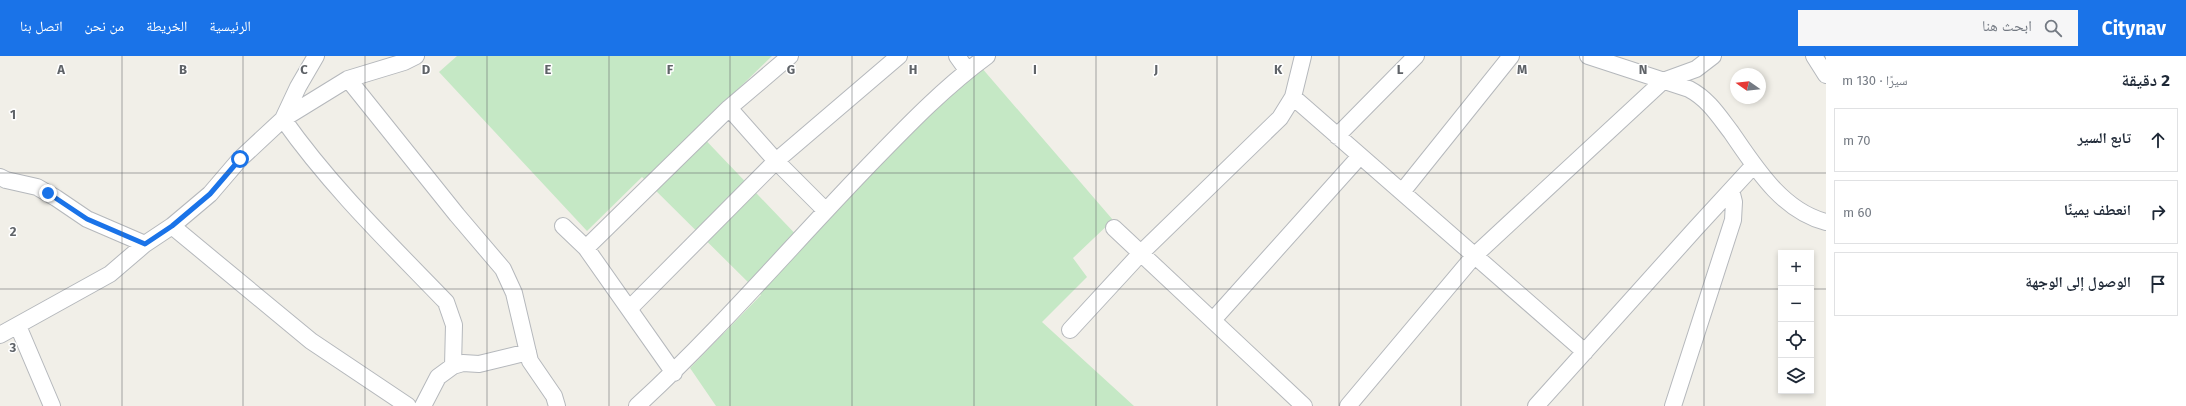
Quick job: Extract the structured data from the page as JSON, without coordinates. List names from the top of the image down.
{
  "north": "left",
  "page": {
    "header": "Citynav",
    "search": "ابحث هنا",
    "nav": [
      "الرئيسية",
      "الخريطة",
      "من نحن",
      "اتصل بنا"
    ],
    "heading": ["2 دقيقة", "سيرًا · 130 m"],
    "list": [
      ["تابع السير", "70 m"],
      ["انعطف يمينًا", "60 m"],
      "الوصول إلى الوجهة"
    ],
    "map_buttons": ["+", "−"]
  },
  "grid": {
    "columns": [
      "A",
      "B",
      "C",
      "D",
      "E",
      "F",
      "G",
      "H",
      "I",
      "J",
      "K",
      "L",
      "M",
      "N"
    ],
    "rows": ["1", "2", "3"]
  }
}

------------------------------------------------

## ABOUT THIS TASK
Copy the data in full. No pictures belong in the copy.

## WRITTEN ANSWER
Quick job: Extract the structured data from the page as JSON, without coordinates. List names from the top of the image down.
{
  "north": "left",
  "page": {
    "header": "Citynav",
    "search": "ابحث هنا",
    "nav": [
      "الرئيسية",
      "الخريطة",
      "من نحن",
      "اتصل بنا"
    ],
    "heading": ["2 دقيقة", "سيرًا · 130 m"],
    "list": [
      ["تابع السير", "70 m"],
      ["انعطف يمينًا", "60 m"],
      "الوصول إلى الوجهة"
    ],
    "map_buttons": ["+", "−"]
  },
  "grid": {
    "columns": [
      "A",
      "B",
      "C",
      "D",
      "E",
      "F",
      "G",
      "H",
      "I",
      "J",
      "K",
      "L",
      "M",
      "N"
    ],
    "rows": ["1", "2", "3"]
  }
}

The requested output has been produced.